* **What the exercise asks**
Restate every line of the data word for word, except for the images.

[Stored data entries]
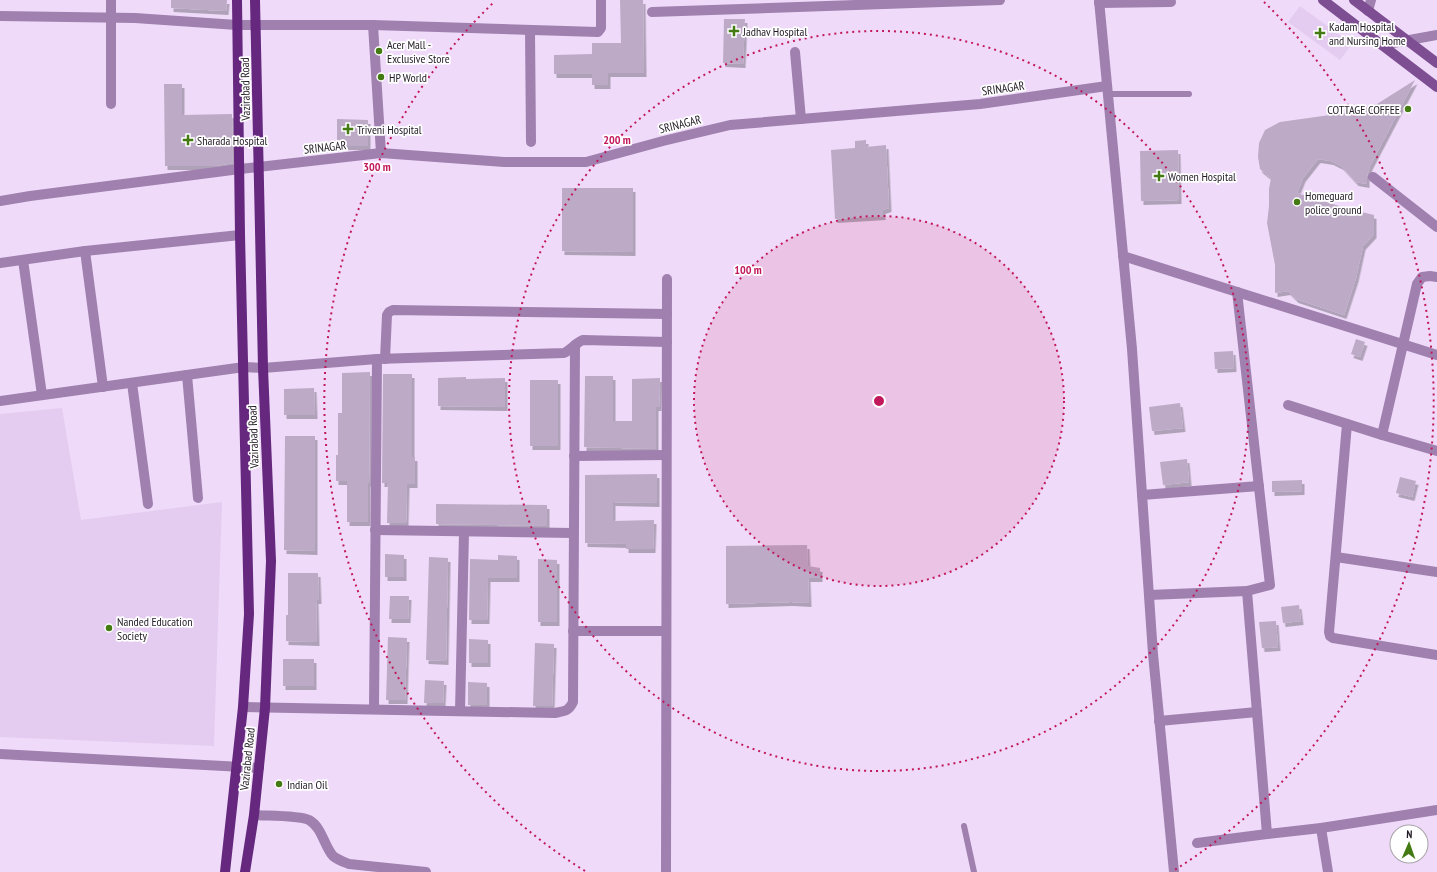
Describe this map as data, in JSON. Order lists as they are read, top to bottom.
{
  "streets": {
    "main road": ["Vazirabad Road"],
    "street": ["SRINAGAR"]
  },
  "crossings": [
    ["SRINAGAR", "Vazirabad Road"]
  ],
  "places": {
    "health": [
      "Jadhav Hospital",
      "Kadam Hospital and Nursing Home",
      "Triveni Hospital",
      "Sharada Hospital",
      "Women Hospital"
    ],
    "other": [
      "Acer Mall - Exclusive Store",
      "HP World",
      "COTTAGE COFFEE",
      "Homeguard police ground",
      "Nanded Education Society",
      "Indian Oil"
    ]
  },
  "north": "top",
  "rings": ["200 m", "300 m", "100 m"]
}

* **Exercise response**
Describe this map as data, in JSON. Order lists as they are read, top to bottom.
{
  "streets": {
    "main road": ["Vazirabad Road"],
    "street": ["SRINAGAR"]
  },
  "crossings": [
    ["SRINAGAR", "Vazirabad Road"]
  ],
  "places": {
    "health": [
      "Jadhav Hospital",
      "Kadam Hospital and Nursing Home",
      "Triveni Hospital",
      "Sharada Hospital",
      "Women Hospital"
    ],
    "other": [
      "Acer Mall - Exclusive Store",
      "HP World",
      "COTTAGE COFFEE",
      "Homeguard police ground",
      "Nanded Education Society",
      "Indian Oil"
    ]
  },
  "north": "top",
  "rings": ["200 m", "300 m", "100 m"]
}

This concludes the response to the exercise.